-- WHAT THE TASK REQUIRES --
Although the entries contain pictures, only their text goes into the copy, set down exactly.

-- SOURCE DATA --

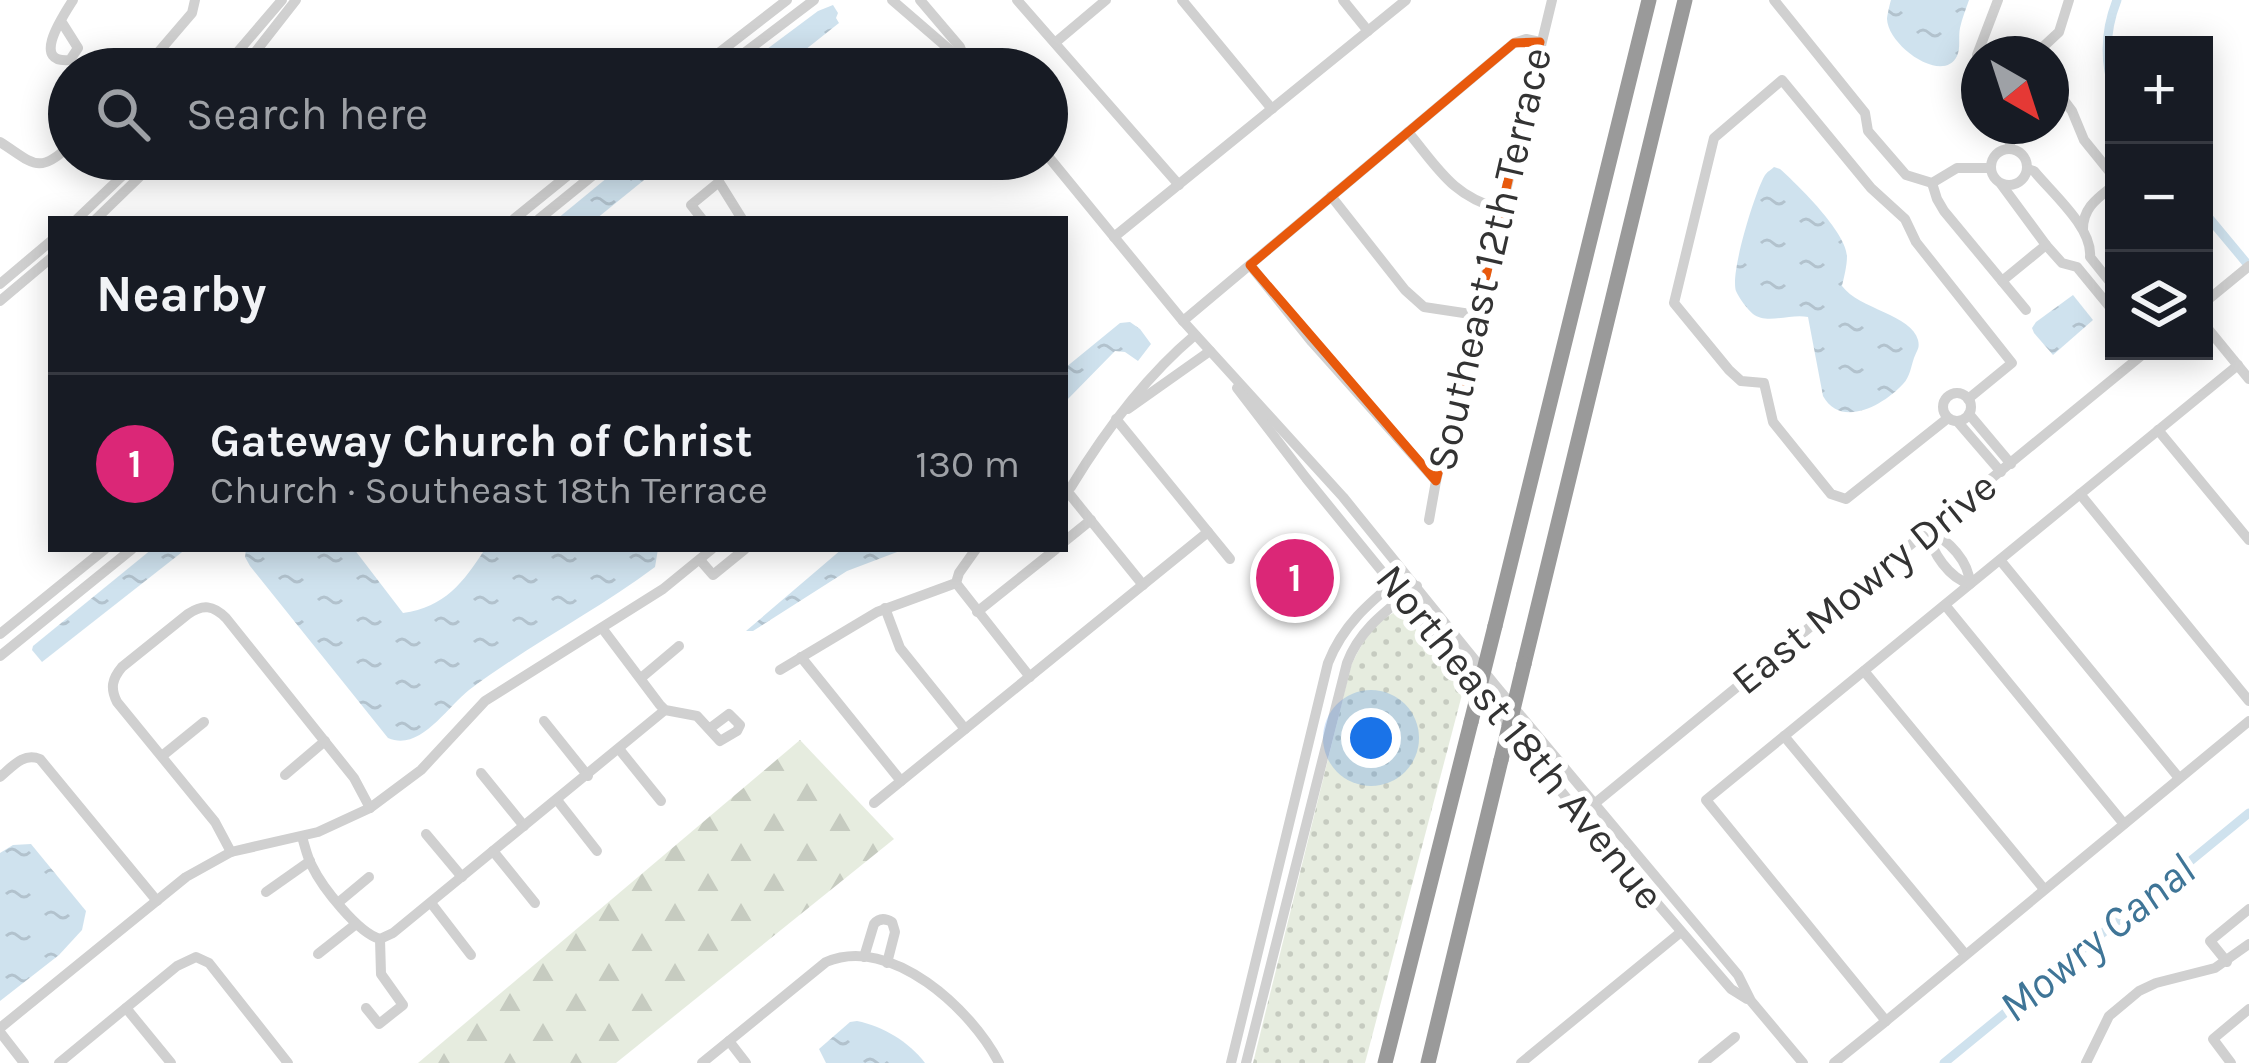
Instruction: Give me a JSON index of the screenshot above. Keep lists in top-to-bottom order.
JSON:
{
  "streets": {
    "street": ["Southeast 12th Terrace", "East Mowry Drive", "Northeast 18th Avenue"]
  },
  "crossings": [
    ["East Mowry Drive", "Northeast 18th Avenue"]
  ],
  "water": ["Mowry Canal"],
  "north": "bottom right",
  "page": {
    "map_buttons": ["+", "−"],
    "search": "Search here",
    "heading": "Nearby",
    "list": [
      {
        "mark": "1",
        "name": "Gateway Church of Christ",
        "note": "Church · Southeast 18th Terrace",
        "value": "130 m"
      }
    ],
    "pins": "1"
  }
}
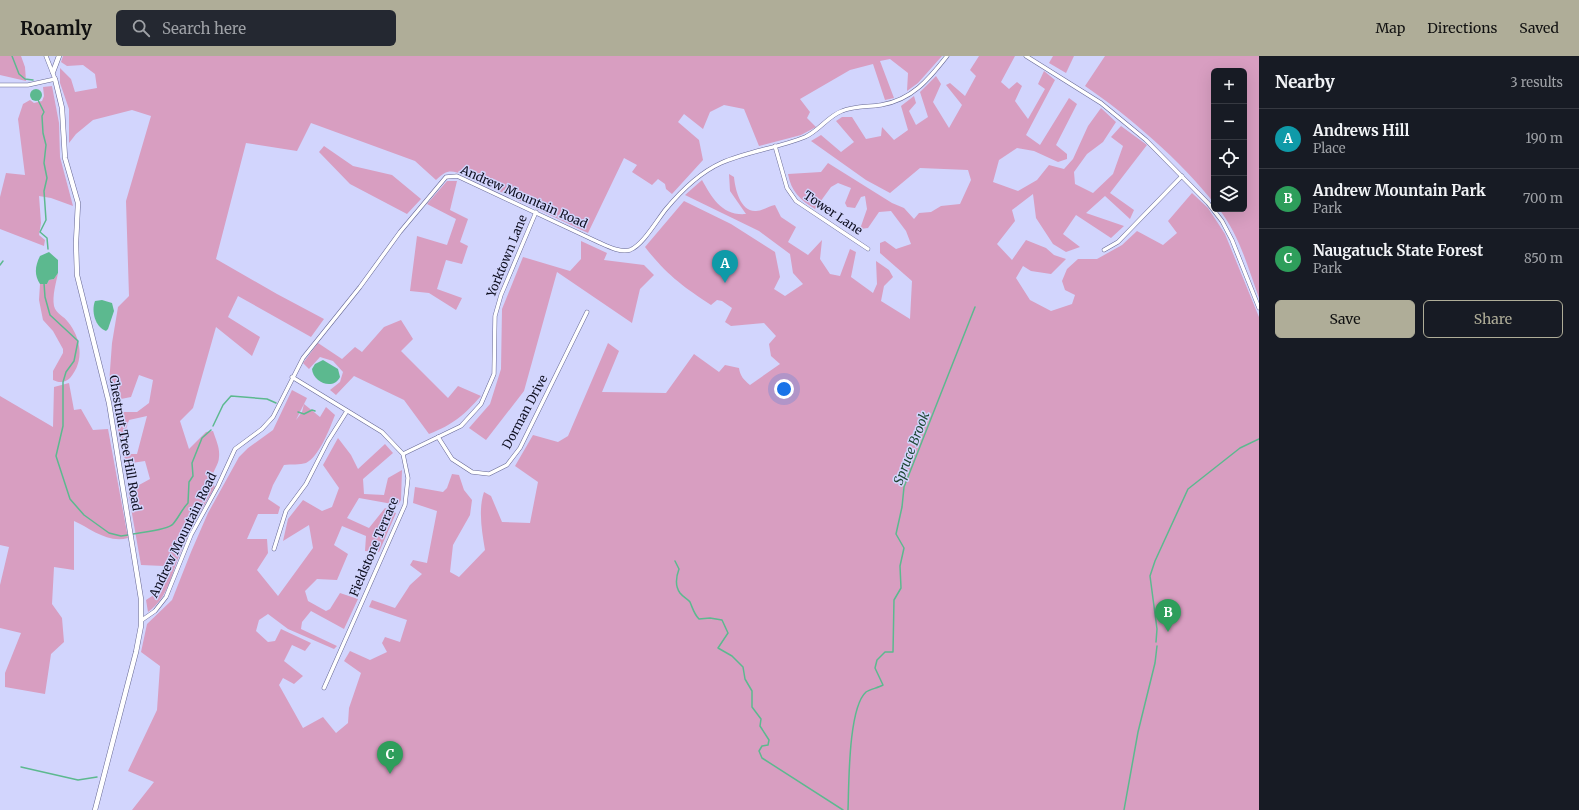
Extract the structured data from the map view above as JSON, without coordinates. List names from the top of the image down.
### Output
{
  "streets": {
    "street": [
      "Andrew Mountain Road",
      "Tower Lane",
      "Yorktown Lane",
      "Dorman Drive",
      "Chestnut Tree Hill Road",
      "Fieldstone Terrace"
    ]
  },
  "crossings": [
    ["Andrew Mountain Road", "Tower Lane"],
    ["Andrew Mountain Road", "Yorktown Lane"],
    ["Andrew Mountain Road", "Chestnut Tree Hill Road"],
    ["Yorktown Lane", "Dorman Drive"],
    ["Yorktown Lane", "Fieldstone Terrace"]
  ],
  "water": ["Spruce Brook"],
  "page": {
    "header": "Roamly",
    "search": "Search here",
    "nav": ["Map", "Directions", "Saved"],
    "heading": ["Nearby", "3 results"],
    "map_buttons": ["+", "−"],
    "list": [
      {
        "mark": "A",
        "name": "Andrews Hill",
        "note": "Place",
        "value": "190 m"
      },
      {
        "mark": "B",
        "name": "Andrew Mountain Park",
        "note": "Park",
        "value": "700 m"
      },
      {
        "mark": "C",
        "name": "Naugatuck State Forest",
        "note": "Park",
        "value": "850 m"
      }
    ],
    "pins": ["A", "B", "C"],
    "buttons": ["Save", "Share"]
  }
}
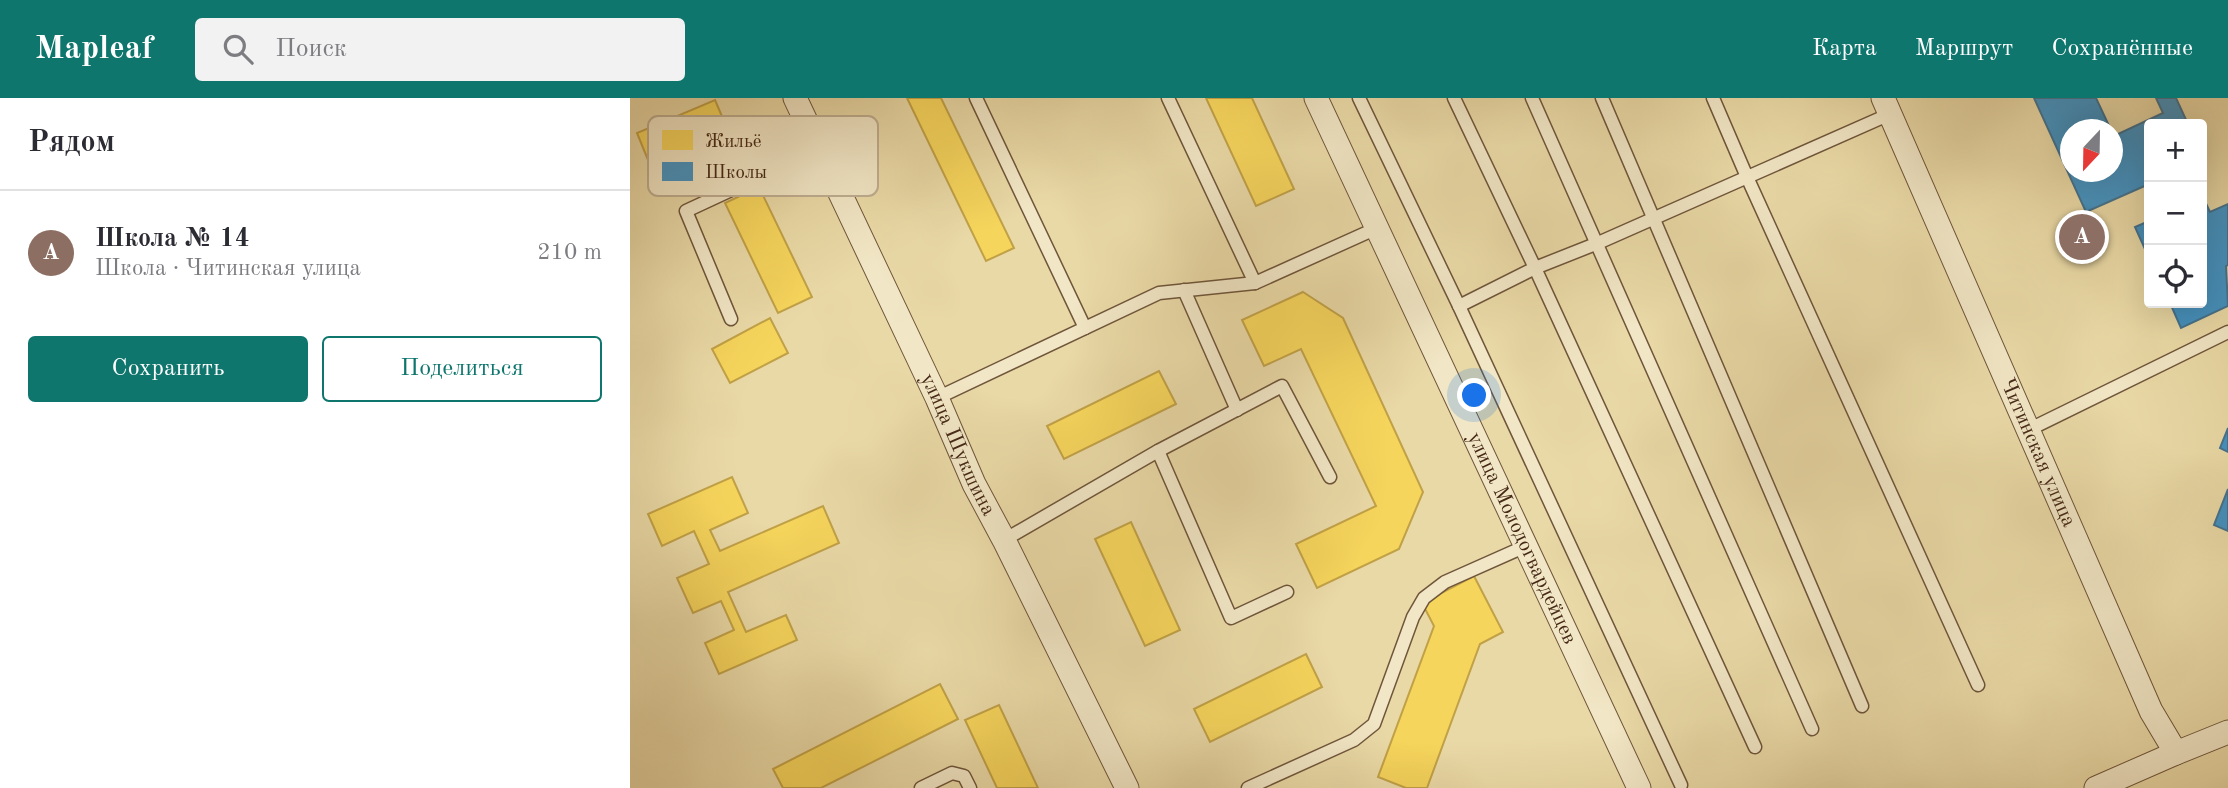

-- SOLVED PROBLEM --
Instruction: Give me a JSON index of the screenshot above. Keep lists in top-to-bottom order.
JSON:
{
  "streets": {
    "street": ["Southeast 12th Terrace", "East Mowry Drive", "Northeast 18th Avenue"]
  },
  "crossings": [
    ["East Mowry Drive", "Northeast 18th Avenue"]
  ],
  "water": ["Mowry Canal"],
  "north": "bottom right",
  "page": {
    "map_buttons": ["+", "−"],
    "search": "Search here",
    "heading": "Nearby",
    "list": [
      {
        "mark": "1",
        "name": "Gateway Church of Christ",
        "note": "Church · Southeast 18th Terrace",
        "value": "130 m"
      }
    ],
    "pins": "1"
  }
}
Extract the structured data from the map view above as JSON, without coordinates. List names from the top of the image down.
### Output
{
  "streets": {
    "street": [
      "Andrew Mountain Road",
      "Tower Lane",
      "Yorktown Lane",
      "Dorman Drive",
      "Chestnut Tree Hill Road",
      "Fieldstone Terrace"
    ]
  },
  "crossings": [
    ["Andrew Mountain Road", "Tower Lane"],
    ["Andrew Mountain Road", "Yorktown Lane"],
    ["Andrew Mountain Road", "Chestnut Tree Hill Road"],
    ["Yorktown Lane", "Dorman Drive"],
    ["Yorktown Lane", "Fieldstone Terrace"]
  ],
  "water": ["Spruce Brook"],
  "page": {
    "header": "Roamly",
    "search": "Search here",
    "nav": ["Map", "Directions", "Saved"],
    "heading": ["Nearby", "3 results"],
    "map_buttons": ["+", "−"],
    "list": [
      {
        "mark": "A",
        "name": "Andrews Hill",
        "note": "Place",
        "value": "190 m"
      },
      {
        "mark": "B",
        "name": "Andrew Mountain Park",
        "note": "Park",
        "value": "700 m"
      },
      {
        "mark": "C",
        "name": "Naugatuck State Forest",
        "note": "Park",
        "value": "850 m"
      }
    ],
    "pins": ["A", "B", "C"],
    "buttons": ["Save", "Share"]
  }
}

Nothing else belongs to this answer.